[[ Records to process open ]]
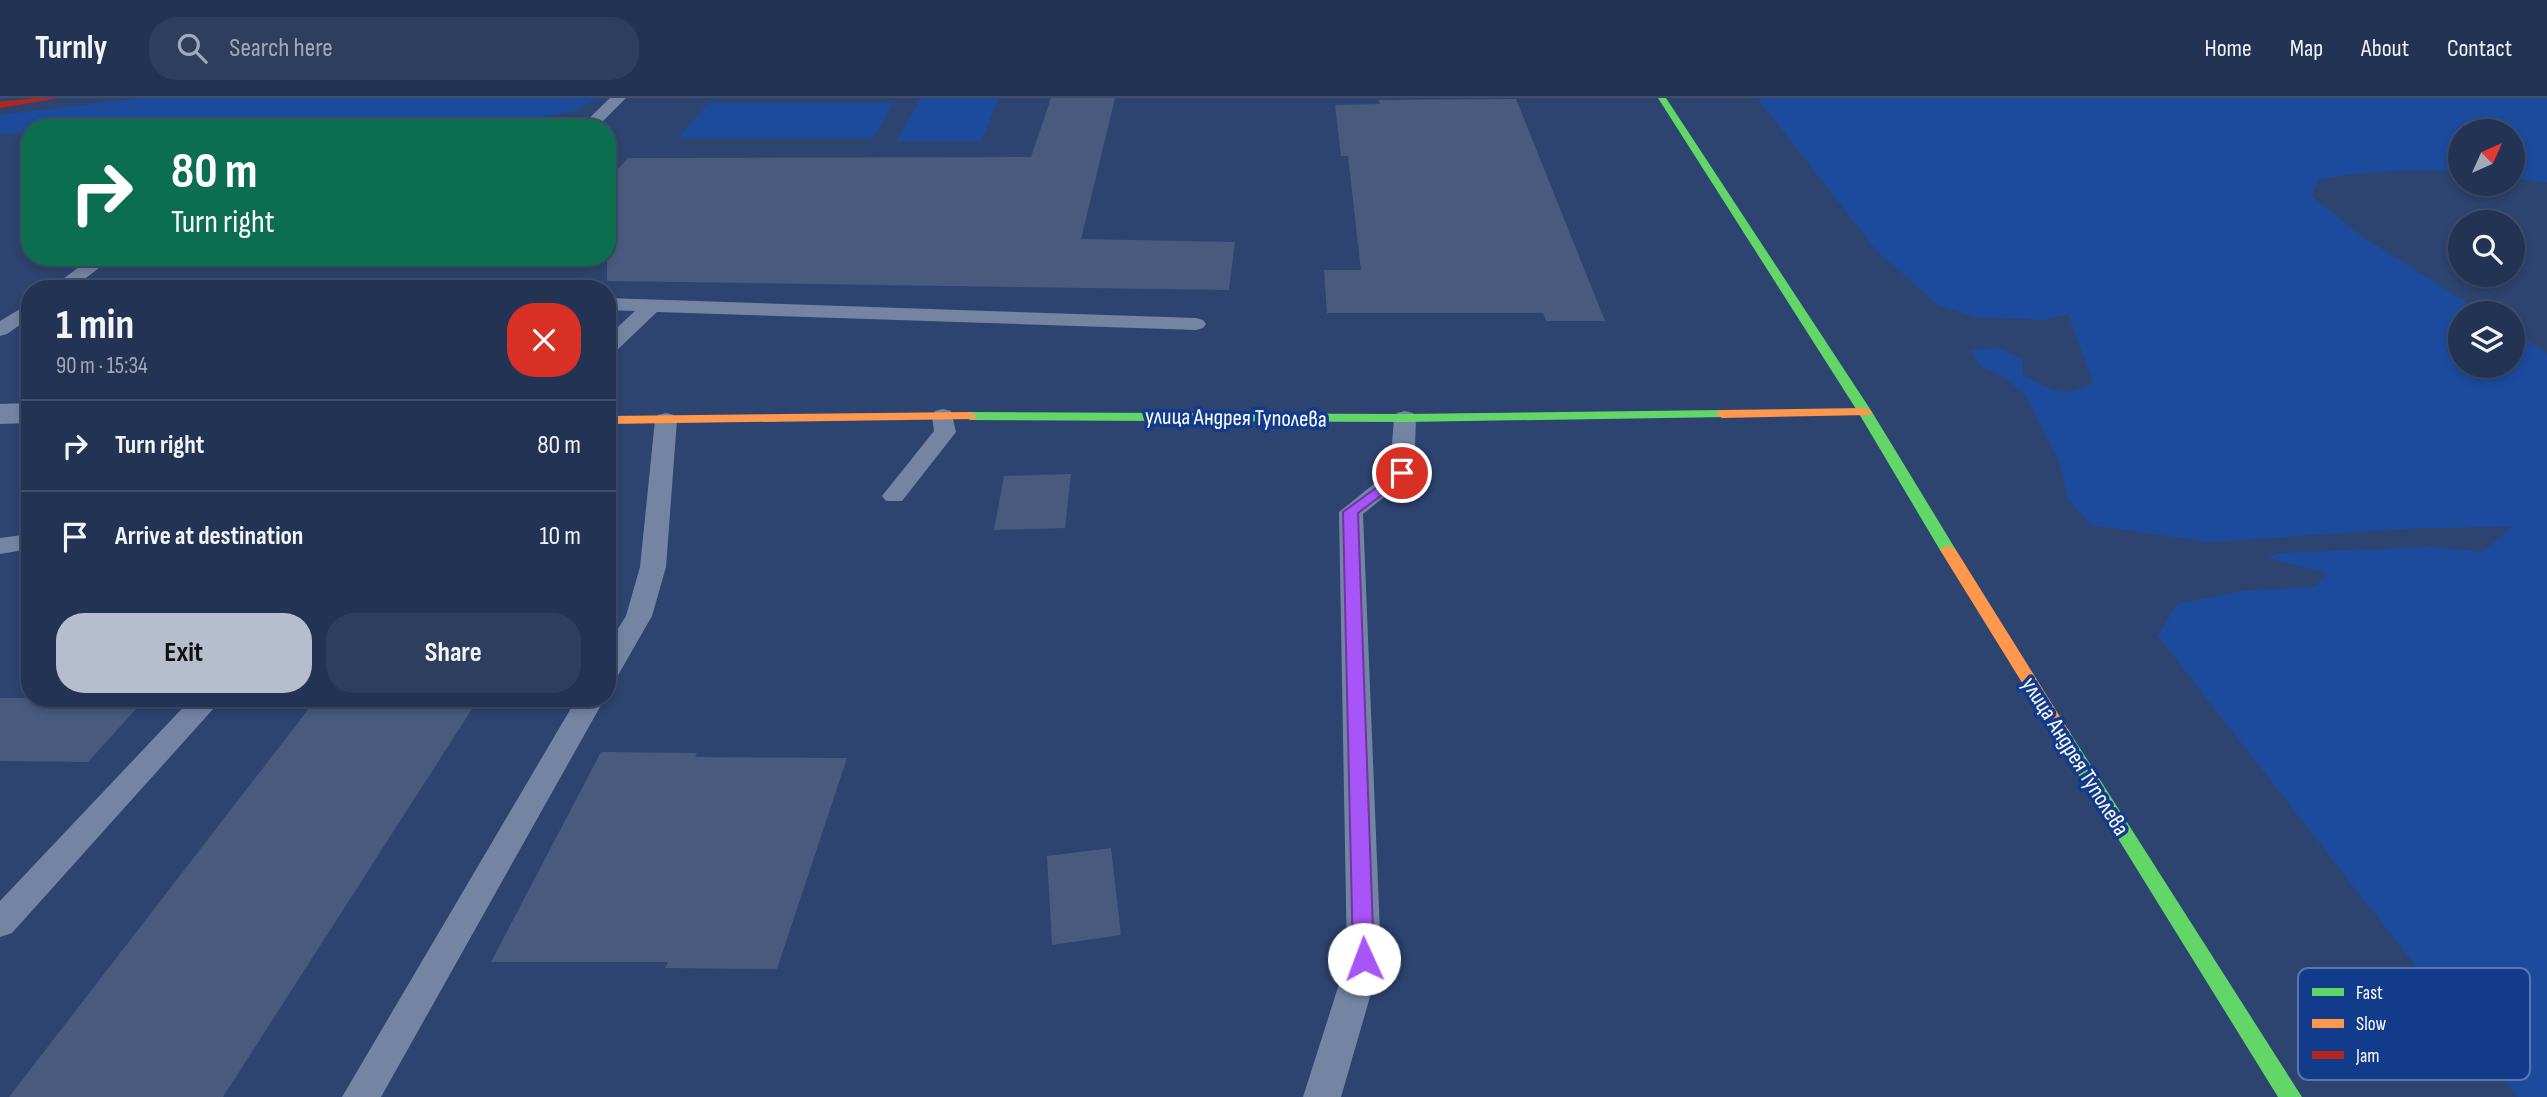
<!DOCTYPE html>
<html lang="en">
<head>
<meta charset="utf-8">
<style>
	:root { --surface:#223354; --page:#2e3f5e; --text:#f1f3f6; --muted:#a2aab8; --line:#3f4e6b; --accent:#b6becd }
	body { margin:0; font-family:"Sofia Sans Condensed",sans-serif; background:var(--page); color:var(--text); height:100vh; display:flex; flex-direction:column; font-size:26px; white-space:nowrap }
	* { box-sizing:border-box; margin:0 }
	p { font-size:23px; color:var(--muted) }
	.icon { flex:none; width:38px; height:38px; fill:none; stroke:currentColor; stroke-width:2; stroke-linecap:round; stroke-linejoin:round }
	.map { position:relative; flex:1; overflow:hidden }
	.sheet { position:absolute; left:21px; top:182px; width:595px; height:427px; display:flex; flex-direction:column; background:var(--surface); border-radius:28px; box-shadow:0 4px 10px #0003,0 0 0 2px var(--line) }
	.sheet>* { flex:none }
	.guide { position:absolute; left:21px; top:21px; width:595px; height:147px; border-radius:28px; box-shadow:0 4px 10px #0003,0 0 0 2px var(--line); background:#0b6e4f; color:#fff; overflow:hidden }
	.needle { width:46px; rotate:45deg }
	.tools { position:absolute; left:2448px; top:21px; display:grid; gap:14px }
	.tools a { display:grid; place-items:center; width:77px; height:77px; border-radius:50%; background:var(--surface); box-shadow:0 4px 10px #0003,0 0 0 2px var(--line); font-size:35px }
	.pin { position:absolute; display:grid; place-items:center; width:60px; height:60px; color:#fff; margin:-30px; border:4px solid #fff; border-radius:50%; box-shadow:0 2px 7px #0007 }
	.me { position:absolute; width:77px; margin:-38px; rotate:358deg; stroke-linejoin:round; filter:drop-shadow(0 0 5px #0008) }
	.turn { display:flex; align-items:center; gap:24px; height:147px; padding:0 35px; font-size:32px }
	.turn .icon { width:91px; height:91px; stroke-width:2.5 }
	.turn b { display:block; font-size:49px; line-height:60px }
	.round { display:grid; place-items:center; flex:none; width:74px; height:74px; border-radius:28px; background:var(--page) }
	.summary { display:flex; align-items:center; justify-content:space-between; height:119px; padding:0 35px }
	h1 { font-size:42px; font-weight:700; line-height:52px }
	.button { display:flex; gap:14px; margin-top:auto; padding:14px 35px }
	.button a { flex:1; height:80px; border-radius:28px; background:var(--accent); color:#111; font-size:28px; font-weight:700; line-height:80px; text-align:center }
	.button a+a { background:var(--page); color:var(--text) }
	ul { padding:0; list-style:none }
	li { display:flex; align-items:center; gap:21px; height:91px; padding:0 35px; border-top:2px solid var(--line) }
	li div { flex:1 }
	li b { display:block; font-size:26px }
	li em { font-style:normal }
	header { display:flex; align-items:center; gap:42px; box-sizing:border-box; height:98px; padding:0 35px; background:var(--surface); border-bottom:2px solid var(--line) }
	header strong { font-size:33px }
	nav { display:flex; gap:38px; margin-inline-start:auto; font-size:24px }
	.search { width:490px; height:63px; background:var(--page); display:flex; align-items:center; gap:18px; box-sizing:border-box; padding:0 24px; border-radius:28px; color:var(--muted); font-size:26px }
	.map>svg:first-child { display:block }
	.green { fill:#1c4b9e }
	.building { fill:#485b7f }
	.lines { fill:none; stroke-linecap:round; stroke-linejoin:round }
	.lane { fill:#7485a4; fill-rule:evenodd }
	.street { fill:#7485a4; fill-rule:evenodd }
	.fast { fill:#63d668; fill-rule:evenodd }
	.slow { fill:#ff974d; fill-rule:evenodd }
	.jam { fill:#b3261e; fill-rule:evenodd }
	.route { fill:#a855f7; stroke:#6d37a1; stroke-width:2 }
	.labels { text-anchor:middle; stroke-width:7; stroke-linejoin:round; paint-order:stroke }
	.street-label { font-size:23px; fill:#fff; stroke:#123c8b }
	.key { fill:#123c8b; stroke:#5976ae; stroke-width:2 }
	.key-label { font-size:19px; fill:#fff }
</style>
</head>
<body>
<header>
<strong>Turnly</strong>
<div class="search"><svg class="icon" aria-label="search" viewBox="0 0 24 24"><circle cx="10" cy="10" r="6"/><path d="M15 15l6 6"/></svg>Search here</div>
<nav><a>Home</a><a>Map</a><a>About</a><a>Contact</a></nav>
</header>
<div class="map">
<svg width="2547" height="999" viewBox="0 0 2547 999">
	<rect width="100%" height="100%" fill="#2d4470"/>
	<path class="green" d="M142,0H599L574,13L482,30H30V35H0V17Z
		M921,0H999L981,43H897Z
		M1757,0H2547V85L2513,80V33H2460V73C2413,72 2367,72 2319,82L2311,98L2363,139L2483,215H2460V268H2513V234L2547,255V999H2518L2158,538L2177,506L2243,493L2315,489L2327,475L2268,460L2279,455L2430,449L2483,454L2512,429L2417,430L2209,444L2091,427L2068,401L2060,365L2025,297L2003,278L1980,268L1971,252L1998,250L2023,262V277C2050,291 2064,303 2093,284L2068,216L2043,222L1975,219L1938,207L1877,153Z
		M709,5H893L873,40H678Z"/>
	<path class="building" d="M1051,0H1115L1081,141L1235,144L1229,192L607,183V83L628,60L1031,59Z
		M1516,1L1605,223H1546L1543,215H1327L1324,172H1361L1348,58H1341L1335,7L1380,6L1379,2Z
		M1071,376L1065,430L994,432L1004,378Z
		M0,600H146L88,664L0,663Z
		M317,600H479L223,999H9Z
		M601,654L697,655L695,659L847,660L777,871L665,870L668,864H491Z
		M1111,750L1121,837L1052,847L1047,758Z"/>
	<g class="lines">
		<path class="lane" d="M610,0H626L596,30H579Z
			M92,159H113L72,191H50Z
			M607,200L1196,220L1203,222L1206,226L1203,230L1196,232L657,214L614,255L607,257V239L635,213L607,212Z
			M30,205V220L7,236L0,238V223Z
			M943,311L951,313L956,334L902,403H886L882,398L934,333L932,318L935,313Z
			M1405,313L1413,315L1416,320L1414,375L1363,416L1381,861L1341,999H1303L1347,861L1339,414L1390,373L1394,320L1397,315Z
			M666,315L674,317L677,322L666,469L652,518L617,579L607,581V548L626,518L640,469L655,322L658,317Z
			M30,436V451L0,456V440Z
			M192,600H223L12,835L0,839V803Z
			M577,600H605L381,999H342Z"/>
		<path class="street" d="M30,305V325L0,326V306Z"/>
		<path class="fast" d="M1658,0H1666L1872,314L1956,452L1953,455H1943L1940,452L1858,314Z
			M1722,312L1729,316L1727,319L1405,324L970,322L963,318L970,314L1405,316Z
			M2061,628L2067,630L2302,999H2278L2052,634L2055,630Z"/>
		<path class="slow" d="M1865,310L1872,314L1870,317L1722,320L1715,316L1722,312Z
			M970,314L977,318L975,321L607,326V318Z
			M1948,447L1956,452L2067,630L2070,634L2067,638H2055L1940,452Z"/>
		<path class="jam" d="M34,0H59L0,10V4Z"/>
	</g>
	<path class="route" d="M1402,371L1407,372V378L1358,415L1374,861L1371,868L1364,870L1357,868L1353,861L1343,414Z"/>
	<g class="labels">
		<g class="street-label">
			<text transform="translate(1236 319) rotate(1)" y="8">улица Андрея Туполева</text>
			<text transform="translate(2076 658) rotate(58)" y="8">улица Андрея Туполева</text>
		</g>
	</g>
	<rect x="2298" y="870" width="232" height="112" rx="10" class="key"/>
	<rect x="2312" y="890" width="32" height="8" fill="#63d668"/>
	<rect x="2312" y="921" width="32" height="9" fill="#ff974d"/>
	<rect x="2312" y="953" width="32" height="8" fill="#b3261e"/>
	<g class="key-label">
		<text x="2356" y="901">Fast</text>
		<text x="2356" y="932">Slow</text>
		<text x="2356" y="964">Jam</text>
	</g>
</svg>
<div class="tools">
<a><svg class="needle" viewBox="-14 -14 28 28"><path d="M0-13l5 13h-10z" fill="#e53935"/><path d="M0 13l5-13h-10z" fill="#a2aab8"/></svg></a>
<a><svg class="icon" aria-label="search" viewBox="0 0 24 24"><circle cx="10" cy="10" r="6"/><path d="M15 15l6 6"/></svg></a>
<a><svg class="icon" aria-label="layers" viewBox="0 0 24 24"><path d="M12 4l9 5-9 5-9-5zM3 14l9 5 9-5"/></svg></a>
</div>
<div class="pin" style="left:1402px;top:375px;background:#d93025"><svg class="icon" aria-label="arrive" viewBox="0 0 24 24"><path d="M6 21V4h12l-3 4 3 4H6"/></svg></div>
<svg class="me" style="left:1364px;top:861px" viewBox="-20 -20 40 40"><circle r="19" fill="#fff"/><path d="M0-13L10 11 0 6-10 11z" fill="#a855f7"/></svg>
<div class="guide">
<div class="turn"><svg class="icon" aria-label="right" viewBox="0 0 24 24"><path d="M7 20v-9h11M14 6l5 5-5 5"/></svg><div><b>80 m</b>Turn right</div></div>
</div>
<section class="sheet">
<div class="summary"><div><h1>1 min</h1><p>90 m · 15:34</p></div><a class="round" style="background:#d93025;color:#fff"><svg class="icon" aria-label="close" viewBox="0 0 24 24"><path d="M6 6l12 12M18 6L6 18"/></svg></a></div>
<ul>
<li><svg class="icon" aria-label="right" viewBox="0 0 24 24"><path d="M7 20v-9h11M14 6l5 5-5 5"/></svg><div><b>Turn right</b></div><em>80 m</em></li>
<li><svg class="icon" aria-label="arrive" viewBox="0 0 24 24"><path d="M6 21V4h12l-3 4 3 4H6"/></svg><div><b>Arrive at destination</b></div><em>10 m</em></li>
</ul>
<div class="button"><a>Exit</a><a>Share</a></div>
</section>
</div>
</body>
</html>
[[ Records to process closed ]]
• [Exercise aim] Could you repeat exactly the lines from the first one of the records above through the line containing "display:flex; align-items:center; gap:24px;", leaving out any pictures?

• [Output of the exercise]
<!DOCTYPE html>
<html lang="en">
<head>
<meta charset="utf-8">
<style>
	:root { --surface:#223354; --page:#2e3f5e; --text:#f1f3f6; --muted:#a2aab8; --line:#3f4e6b; --accent:#b6becd }
	body { margin:0; font-family:"Sofia Sans Condensed",sans-serif; background:var(--page); color:var(--text); height:100vh; display:flex; flex-direction:column; font-size:26px; white-space:nowrap }
	* { box-sizing:border-box; margin:0 }
	p { font-size:23px; color:var(--muted) }
	.icon { flex:none; width:38px; height:38px; fill:none; stroke:currentColor; stroke-width:2; stroke-linecap:round; stroke-linejoin:round }
	.map { position:relative; flex:1; overflow:hidden }
	.sheet { position:absolute; left:21px; top:182px; width:595px; height:427px; display:flex; flex-direction:column; background:var(--surface); border-radius:28px; box-shadow:0 4px 10px #0003,0 0 0 2px var(--line) }
	.sheet>* { flex:none }
	.guide { position:absolute; left:21px; top:21px; width:595px; height:147px; border-radius:28px; box-shadow:0 4px 10px #0003,0 0 0 2px var(--line); background:#0b6e4f; color:#fff; overflow:hidden }
	.needle { width:46px; rotate:45deg }
	.tools { position:absolute; left:2448px; top:21px; display:grid; gap:14px }
	.tools a { display:grid; place-items:center; width:77px; height:77px; border-radius:50%; background:var(--surface); box-shadow:0 4px 10px #0003,0 0 0 2px var(--line); font-size:35px }
	.pin { position:absolute; display:grid; place-items:center; width:60px; height:60px; color:#fff; margin:-30px; border:4px solid #fff; border-radius:50%; box-shadow:0 2px 7px #0007 }
	.me { position:absolute; width:77px; margin:-38px; rotate:358deg; stroke-linejoin:round; filter:drop-shadow(0 0 5px #0008) }
	.turn { display:flex; align-items:center; gap:24px; height:147px; padding:0 35px; font-size:32px }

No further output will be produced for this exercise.